■ Provided material ■
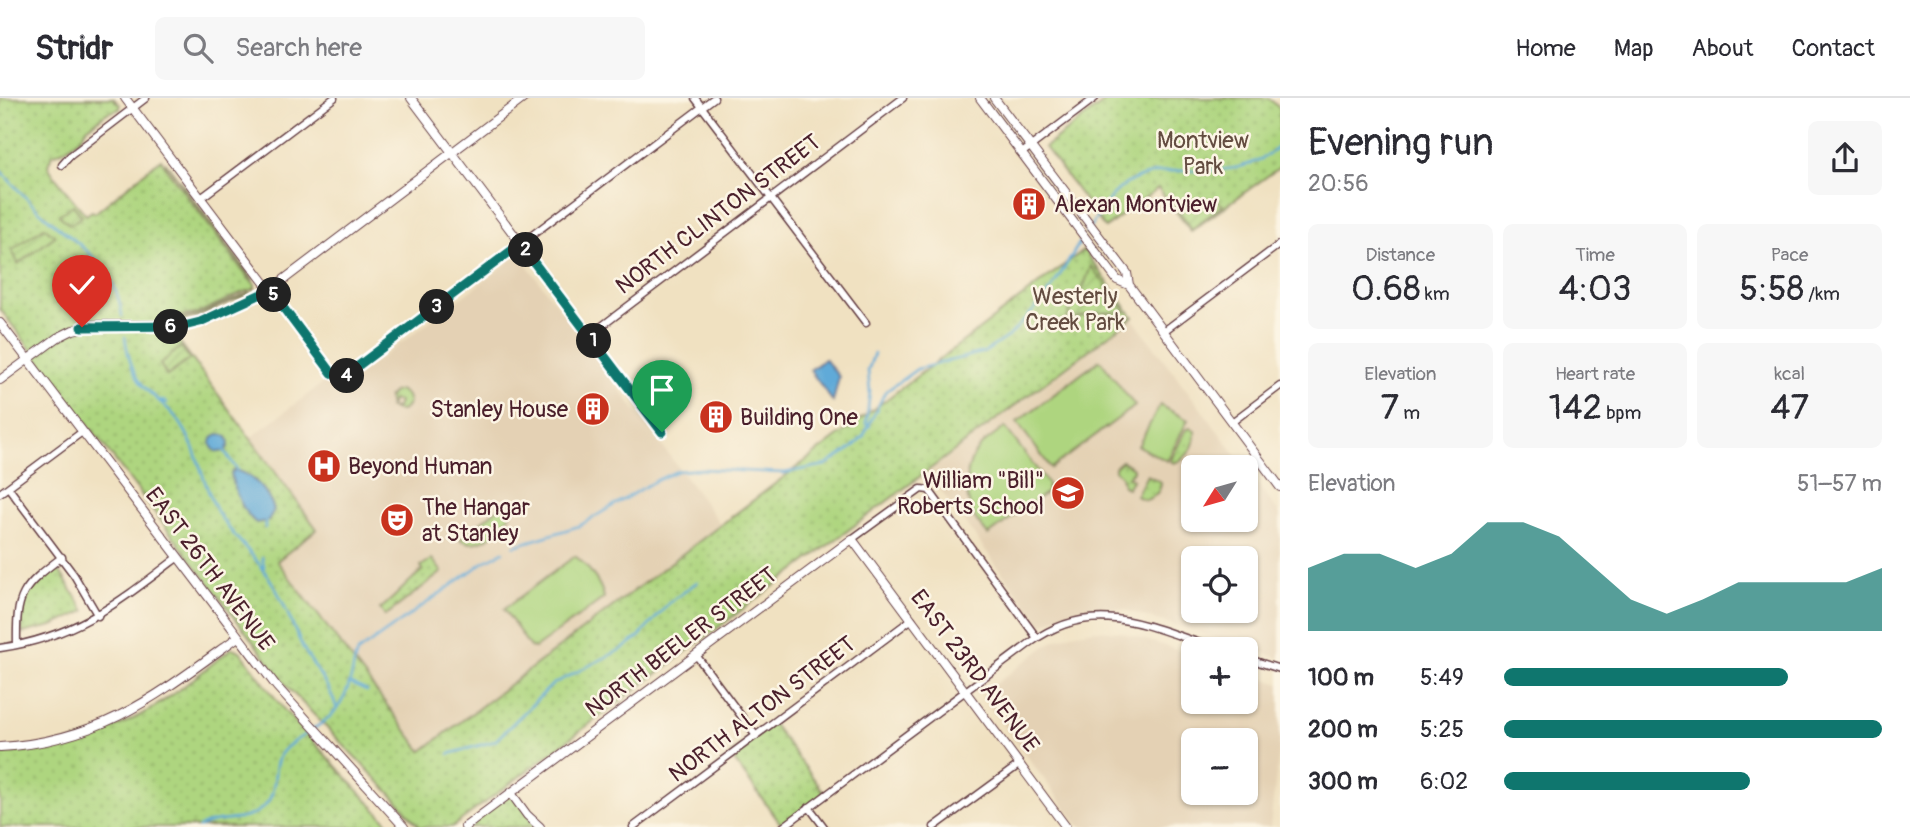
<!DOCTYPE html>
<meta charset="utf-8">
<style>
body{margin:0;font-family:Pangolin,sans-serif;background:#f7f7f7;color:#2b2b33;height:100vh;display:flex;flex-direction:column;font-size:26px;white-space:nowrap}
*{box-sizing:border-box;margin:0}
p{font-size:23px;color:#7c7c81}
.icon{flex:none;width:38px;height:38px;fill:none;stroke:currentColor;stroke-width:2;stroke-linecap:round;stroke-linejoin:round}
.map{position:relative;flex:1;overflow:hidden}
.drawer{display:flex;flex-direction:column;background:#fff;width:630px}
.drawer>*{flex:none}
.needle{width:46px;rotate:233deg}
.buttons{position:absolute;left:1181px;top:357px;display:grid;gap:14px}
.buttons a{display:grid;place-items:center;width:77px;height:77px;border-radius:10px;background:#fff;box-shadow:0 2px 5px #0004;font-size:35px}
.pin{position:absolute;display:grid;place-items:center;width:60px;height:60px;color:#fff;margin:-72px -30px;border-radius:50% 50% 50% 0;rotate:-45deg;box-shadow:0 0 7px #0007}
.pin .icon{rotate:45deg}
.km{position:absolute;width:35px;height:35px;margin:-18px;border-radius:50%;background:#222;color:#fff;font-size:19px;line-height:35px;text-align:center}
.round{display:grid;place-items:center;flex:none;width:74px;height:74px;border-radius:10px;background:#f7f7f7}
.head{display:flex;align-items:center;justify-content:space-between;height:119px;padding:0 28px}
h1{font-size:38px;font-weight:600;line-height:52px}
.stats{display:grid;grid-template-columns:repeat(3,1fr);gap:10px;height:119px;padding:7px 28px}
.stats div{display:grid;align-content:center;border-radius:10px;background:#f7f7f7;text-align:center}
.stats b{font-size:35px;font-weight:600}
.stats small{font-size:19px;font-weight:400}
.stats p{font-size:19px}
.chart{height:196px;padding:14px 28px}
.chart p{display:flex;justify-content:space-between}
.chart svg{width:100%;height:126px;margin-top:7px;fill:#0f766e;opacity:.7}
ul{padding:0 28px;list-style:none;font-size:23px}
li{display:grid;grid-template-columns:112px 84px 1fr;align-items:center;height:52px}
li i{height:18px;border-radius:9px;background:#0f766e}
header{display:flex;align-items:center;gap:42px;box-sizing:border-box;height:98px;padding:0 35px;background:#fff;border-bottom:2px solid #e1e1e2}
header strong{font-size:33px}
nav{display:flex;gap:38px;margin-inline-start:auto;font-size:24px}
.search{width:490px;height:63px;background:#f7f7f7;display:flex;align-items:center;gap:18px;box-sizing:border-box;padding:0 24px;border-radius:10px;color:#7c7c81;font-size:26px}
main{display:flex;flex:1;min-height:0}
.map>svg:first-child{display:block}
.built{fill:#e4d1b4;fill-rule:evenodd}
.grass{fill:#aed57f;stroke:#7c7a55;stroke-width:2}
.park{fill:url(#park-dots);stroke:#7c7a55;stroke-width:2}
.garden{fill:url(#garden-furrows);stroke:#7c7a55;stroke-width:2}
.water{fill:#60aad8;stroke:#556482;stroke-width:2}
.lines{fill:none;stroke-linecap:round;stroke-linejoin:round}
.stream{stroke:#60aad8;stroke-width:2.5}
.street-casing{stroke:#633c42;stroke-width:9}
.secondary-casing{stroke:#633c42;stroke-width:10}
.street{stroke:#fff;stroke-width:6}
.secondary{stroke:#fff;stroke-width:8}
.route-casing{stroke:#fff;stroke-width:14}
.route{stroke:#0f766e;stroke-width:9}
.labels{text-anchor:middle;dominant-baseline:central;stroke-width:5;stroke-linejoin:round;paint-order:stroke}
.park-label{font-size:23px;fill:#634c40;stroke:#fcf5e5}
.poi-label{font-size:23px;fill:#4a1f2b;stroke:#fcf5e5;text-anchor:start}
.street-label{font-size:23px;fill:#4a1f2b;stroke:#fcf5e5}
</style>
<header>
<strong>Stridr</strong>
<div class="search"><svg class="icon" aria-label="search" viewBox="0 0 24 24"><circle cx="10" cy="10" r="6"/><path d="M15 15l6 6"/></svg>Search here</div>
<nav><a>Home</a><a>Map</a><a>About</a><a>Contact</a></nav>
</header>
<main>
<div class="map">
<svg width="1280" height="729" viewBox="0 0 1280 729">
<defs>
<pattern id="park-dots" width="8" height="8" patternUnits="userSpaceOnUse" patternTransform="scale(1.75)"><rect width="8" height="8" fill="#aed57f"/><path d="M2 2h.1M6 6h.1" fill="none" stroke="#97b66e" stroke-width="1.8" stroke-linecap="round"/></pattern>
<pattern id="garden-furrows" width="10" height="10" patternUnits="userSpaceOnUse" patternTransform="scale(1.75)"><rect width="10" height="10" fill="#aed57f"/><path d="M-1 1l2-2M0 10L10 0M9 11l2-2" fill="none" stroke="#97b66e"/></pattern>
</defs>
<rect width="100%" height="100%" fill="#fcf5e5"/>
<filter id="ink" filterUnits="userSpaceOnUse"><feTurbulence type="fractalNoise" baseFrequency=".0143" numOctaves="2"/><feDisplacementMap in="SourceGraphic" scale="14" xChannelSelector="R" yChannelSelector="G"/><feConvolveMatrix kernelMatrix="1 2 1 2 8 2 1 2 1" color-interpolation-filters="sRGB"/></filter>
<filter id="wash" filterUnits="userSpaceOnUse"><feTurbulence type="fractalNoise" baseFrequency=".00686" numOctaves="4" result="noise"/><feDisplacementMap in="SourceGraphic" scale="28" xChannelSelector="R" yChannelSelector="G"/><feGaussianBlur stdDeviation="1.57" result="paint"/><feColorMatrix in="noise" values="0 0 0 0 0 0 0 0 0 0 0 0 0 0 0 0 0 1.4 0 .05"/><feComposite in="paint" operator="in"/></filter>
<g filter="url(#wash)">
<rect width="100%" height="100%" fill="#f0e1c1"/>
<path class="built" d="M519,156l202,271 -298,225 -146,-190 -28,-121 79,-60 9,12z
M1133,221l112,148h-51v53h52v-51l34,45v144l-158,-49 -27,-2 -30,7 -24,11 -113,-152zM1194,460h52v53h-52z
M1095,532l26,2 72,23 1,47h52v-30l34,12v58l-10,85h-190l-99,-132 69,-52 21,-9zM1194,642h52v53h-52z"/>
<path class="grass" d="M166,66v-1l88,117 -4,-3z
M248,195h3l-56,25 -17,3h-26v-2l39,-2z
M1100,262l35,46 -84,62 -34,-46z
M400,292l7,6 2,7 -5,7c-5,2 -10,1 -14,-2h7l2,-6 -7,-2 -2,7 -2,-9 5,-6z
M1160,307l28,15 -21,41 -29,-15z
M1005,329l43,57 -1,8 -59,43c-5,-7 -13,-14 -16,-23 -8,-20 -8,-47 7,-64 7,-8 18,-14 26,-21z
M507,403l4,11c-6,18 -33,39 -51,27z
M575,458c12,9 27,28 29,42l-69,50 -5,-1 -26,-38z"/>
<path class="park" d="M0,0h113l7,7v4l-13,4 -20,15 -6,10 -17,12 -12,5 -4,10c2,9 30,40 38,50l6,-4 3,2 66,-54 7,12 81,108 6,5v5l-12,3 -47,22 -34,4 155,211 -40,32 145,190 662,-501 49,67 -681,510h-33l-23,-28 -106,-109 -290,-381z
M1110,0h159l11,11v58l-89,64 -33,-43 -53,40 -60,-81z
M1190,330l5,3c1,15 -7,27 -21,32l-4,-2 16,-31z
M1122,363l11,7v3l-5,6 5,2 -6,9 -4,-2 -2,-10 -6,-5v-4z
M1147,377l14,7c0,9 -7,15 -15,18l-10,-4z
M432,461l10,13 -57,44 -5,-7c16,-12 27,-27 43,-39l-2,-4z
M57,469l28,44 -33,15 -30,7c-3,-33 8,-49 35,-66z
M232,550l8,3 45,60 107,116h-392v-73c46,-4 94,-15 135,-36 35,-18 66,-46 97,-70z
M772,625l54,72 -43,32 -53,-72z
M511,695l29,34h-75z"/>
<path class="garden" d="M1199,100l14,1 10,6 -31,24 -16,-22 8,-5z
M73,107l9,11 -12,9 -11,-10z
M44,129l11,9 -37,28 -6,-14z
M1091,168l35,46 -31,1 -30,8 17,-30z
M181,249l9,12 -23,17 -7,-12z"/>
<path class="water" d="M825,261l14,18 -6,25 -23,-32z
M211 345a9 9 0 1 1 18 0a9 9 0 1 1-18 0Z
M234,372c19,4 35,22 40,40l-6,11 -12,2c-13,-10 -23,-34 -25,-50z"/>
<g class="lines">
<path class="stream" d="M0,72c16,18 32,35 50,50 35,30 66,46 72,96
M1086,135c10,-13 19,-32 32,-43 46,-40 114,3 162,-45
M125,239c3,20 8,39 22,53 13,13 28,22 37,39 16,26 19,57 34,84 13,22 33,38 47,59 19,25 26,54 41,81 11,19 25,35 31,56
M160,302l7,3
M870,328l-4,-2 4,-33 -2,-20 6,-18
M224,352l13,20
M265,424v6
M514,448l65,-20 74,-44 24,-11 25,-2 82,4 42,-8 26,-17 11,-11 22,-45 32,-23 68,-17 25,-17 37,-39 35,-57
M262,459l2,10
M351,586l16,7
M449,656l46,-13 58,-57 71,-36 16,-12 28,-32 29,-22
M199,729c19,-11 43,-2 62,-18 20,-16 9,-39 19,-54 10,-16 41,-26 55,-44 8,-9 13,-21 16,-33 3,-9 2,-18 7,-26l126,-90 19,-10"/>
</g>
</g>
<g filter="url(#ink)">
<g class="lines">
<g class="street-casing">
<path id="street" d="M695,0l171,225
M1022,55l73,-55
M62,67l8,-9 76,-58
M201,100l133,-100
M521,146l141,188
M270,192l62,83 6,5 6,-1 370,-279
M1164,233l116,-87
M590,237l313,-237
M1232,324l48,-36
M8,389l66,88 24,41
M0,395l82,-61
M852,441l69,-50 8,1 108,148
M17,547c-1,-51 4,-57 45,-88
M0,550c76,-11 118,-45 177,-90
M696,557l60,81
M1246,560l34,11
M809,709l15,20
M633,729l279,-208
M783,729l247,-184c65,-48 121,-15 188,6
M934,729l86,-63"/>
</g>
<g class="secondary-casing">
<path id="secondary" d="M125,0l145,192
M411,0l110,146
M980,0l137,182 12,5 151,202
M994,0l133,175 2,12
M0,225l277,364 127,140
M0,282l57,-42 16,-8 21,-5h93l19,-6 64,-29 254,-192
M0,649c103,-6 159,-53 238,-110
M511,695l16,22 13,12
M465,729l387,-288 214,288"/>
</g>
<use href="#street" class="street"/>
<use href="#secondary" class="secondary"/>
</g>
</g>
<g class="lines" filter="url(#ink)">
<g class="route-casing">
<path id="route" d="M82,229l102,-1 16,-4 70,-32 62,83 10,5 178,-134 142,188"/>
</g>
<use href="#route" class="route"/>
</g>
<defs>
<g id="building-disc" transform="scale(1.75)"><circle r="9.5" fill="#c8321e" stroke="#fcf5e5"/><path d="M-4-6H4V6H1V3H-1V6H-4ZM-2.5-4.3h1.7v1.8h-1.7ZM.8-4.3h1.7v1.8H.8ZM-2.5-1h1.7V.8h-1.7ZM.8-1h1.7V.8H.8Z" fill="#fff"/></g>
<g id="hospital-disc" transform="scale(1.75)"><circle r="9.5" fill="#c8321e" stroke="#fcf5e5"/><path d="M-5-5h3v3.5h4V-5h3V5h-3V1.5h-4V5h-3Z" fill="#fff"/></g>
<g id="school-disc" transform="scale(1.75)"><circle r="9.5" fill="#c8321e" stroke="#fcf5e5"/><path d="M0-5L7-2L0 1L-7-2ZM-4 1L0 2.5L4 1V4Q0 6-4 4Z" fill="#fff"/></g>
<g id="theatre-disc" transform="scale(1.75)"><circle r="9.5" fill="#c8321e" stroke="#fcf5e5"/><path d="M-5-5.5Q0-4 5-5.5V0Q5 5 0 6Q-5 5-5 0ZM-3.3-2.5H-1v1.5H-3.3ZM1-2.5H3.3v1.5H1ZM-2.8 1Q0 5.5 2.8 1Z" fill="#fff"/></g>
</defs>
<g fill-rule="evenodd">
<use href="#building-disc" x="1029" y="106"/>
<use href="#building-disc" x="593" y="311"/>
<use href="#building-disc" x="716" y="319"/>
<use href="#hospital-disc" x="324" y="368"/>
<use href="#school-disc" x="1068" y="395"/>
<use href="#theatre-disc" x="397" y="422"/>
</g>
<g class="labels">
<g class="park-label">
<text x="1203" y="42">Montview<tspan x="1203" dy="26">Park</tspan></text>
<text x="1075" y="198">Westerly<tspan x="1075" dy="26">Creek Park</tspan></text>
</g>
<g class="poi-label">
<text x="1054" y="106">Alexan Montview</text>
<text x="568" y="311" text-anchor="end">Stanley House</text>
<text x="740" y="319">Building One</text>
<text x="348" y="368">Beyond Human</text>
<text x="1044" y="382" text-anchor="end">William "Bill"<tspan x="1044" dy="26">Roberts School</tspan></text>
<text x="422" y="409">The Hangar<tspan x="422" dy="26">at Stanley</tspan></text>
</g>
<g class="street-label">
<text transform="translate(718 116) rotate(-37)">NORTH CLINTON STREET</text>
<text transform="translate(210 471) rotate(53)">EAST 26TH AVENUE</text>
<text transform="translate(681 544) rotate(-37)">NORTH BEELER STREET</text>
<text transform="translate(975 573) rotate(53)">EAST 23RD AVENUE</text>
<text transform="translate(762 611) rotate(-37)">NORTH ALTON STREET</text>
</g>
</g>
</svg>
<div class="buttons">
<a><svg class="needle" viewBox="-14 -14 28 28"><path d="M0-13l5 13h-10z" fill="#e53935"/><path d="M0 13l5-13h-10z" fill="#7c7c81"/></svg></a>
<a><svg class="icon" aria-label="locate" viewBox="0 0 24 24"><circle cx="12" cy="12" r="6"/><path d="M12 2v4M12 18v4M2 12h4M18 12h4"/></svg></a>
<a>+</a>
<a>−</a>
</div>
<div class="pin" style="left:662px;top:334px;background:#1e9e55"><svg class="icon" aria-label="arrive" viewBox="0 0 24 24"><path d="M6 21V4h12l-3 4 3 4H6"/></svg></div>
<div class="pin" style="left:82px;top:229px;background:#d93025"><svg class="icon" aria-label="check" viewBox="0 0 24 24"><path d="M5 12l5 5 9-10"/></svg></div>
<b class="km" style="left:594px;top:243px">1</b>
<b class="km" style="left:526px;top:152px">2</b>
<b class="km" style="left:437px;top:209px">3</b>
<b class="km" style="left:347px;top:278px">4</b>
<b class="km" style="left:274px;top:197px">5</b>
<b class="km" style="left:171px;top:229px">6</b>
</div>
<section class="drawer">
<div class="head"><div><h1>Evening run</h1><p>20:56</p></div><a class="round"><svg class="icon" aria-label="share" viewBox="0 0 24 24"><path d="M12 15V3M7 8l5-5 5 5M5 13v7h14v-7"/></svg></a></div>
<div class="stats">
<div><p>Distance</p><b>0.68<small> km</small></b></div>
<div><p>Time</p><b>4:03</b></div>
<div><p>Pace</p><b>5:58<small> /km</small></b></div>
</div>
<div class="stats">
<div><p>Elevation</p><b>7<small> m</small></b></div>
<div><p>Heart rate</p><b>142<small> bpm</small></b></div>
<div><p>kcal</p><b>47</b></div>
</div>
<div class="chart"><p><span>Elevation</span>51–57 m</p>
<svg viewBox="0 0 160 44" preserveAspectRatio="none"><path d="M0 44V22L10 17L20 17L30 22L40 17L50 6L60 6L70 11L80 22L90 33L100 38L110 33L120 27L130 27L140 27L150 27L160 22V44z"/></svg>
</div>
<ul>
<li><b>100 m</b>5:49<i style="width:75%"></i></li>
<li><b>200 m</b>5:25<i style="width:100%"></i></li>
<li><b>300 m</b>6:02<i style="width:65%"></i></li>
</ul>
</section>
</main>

■ Requirement ■
What lines in the listing above hold the string "fractalNoise"? List them.

■ Response ■
<filter id="ink" filterUnits="userSpaceOnUse"><feTurbulence type="fractalNoise" baseFrequency=".0143" numOctaves="2"/><feDisplacementMap in="SourceGraphic" scale="14" xChannelSelector="R" yChannelSelector="G"/><feConvolveMatrix kernelMatrix="1 2 1 2 8 2 1 2 1" color-interpolation-filters="sRGB"/></filter>
<filter id="wash" filterUnits="userSpaceOnUse"><feTurbulence type="fractalNoise" baseFrequency=".00686" numOctaves="4" result="noise"/><feDisplacementMap in="SourceGraphic" scale="28" xChannelSelector="R" yChannelSelector="G"/><feGaussianBlur stdDeviation="1.57" result="paint"/><feColorMatrix in="noise" values="0 0 0 0 0 0 0 0 0 0 0 0 0 0 0 0 0 1.4 0 .05"/><feComposite in="paint" operator="in"/></filter>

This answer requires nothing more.